Record set -
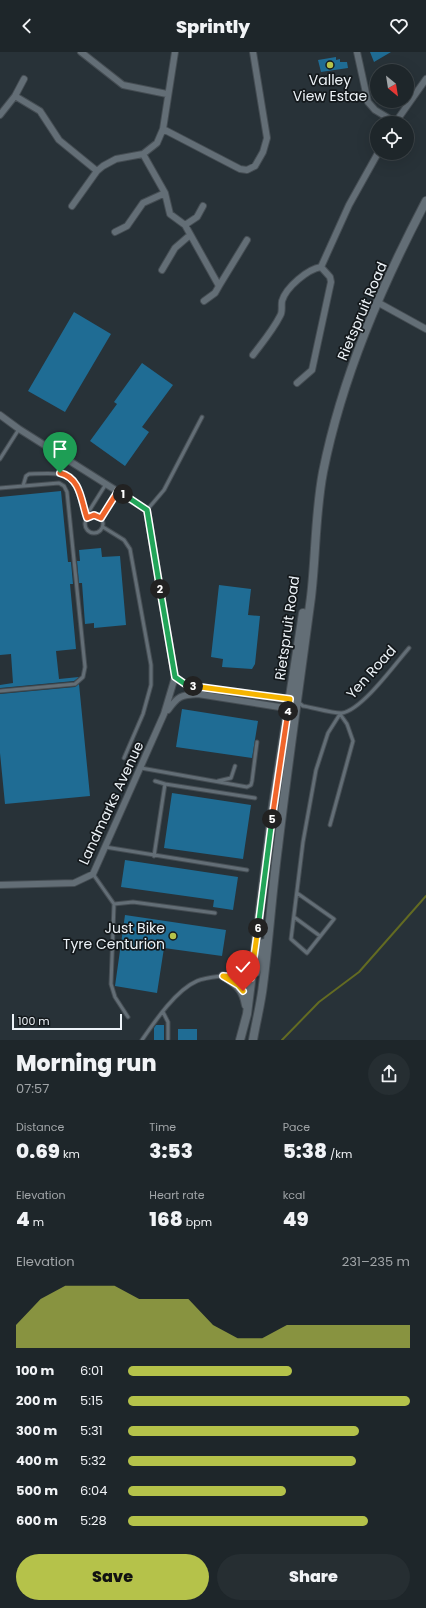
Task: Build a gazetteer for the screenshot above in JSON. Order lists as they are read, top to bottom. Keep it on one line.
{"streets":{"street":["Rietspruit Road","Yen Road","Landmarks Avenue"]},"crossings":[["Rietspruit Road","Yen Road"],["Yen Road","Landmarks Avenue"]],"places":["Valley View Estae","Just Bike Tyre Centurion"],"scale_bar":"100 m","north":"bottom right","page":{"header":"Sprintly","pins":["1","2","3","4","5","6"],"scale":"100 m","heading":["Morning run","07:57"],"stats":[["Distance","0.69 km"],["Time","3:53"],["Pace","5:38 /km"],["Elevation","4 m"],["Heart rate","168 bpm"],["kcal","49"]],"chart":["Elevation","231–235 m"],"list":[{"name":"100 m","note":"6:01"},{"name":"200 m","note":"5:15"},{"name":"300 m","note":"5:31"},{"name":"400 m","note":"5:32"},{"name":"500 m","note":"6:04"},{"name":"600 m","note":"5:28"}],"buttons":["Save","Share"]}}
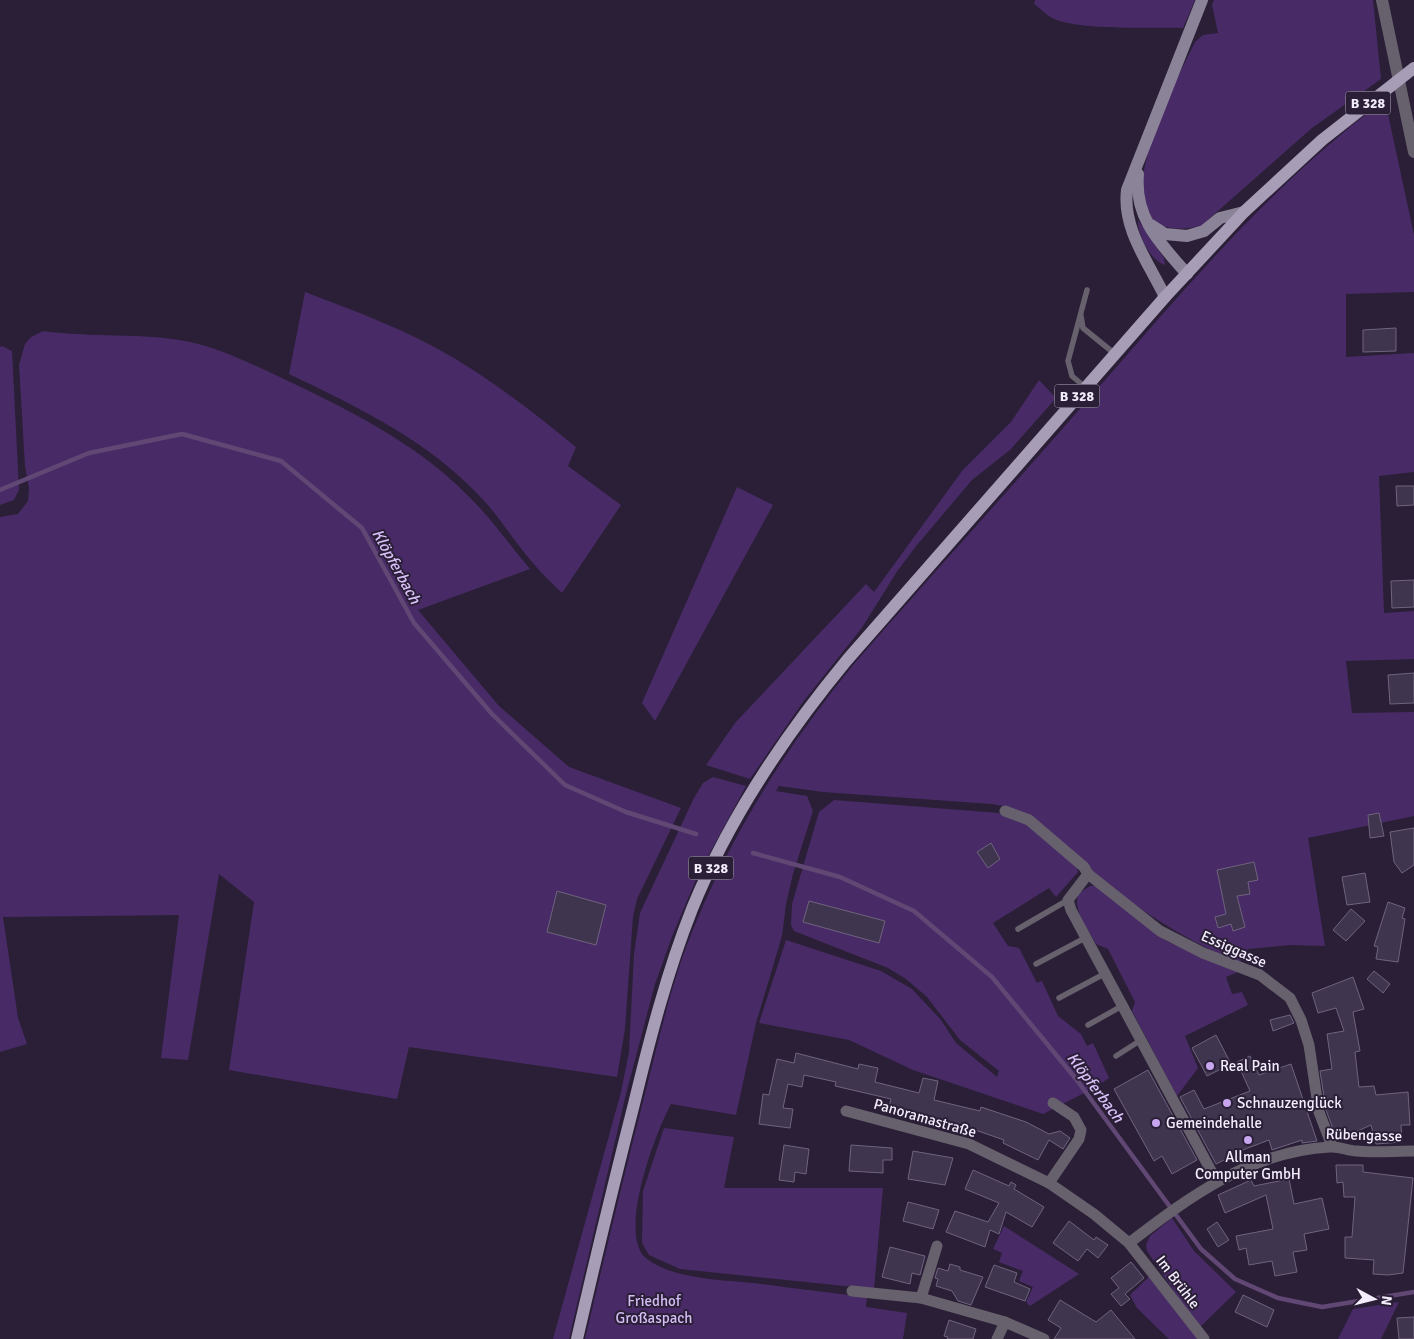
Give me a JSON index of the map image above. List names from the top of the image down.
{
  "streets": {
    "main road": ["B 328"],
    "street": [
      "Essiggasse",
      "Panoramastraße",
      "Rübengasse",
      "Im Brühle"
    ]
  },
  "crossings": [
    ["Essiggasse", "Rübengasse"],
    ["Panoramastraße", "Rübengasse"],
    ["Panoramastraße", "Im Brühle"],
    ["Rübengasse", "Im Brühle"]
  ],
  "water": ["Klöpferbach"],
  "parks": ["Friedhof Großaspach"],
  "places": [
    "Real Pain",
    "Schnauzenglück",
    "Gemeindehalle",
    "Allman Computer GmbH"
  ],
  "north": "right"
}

What you need to do - Would it be possible to copy the material exactly, excluding the images?

Worked solution -
Task: Build a gazetteer for the screenshot above in JSON. Order lists as they are read, top to bottom. Keep it on one line.
{"streets":{"street":["Rietspruit Road","Yen Road","Landmarks Avenue"]},"crossings":[["Rietspruit Road","Yen Road"],["Yen Road","Landmarks Avenue"]],"places":["Valley View Estae","Just Bike Tyre Centurion"],"scale_bar":"100 m","north":"bottom right","page":{"header":"Sprintly","pins":["1","2","3","4","5","6"],"scale":"100 m","heading":["Morning run","07:57"],"stats":[["Distance","0.69 km"],["Time","3:53"],["Pace","5:38 /km"],["Elevation","4 m"],["Heart rate","168 bpm"],["kcal","49"]],"chart":["Elevation","231–235 m"],"list":[{"name":"100 m","note":"6:01"},{"name":"200 m","note":"5:15"},{"name":"300 m","note":"5:31"},{"name":"400 m","note":"5:32"},{"name":"500 m","note":"6:04"},{"name":"600 m","note":"5:28"}],"buttons":["Save","Share"]}}
Give me a JSON index of the map image above. List names from the top of the image down.
{
  "streets": {
    "main road": ["B 328"],
    "street": [
      "Essiggasse",
      "Panoramastraße",
      "Rübengasse",
      "Im Brühle"
    ]
  },
  "crossings": [
    ["Essiggasse", "Rübengasse"],
    ["Panoramastraße", "Rübengasse"],
    ["Panoramastraße", "Im Brühle"],
    ["Rübengasse", "Im Brühle"]
  ],
  "water": ["Klöpferbach"],
  "parks": ["Friedhof Großaspach"],
  "places": [
    "Real Pain",
    "Schnauzenglück",
    "Gemeindehalle",
    "Allman Computer GmbH"
  ],
  "north": "right"
}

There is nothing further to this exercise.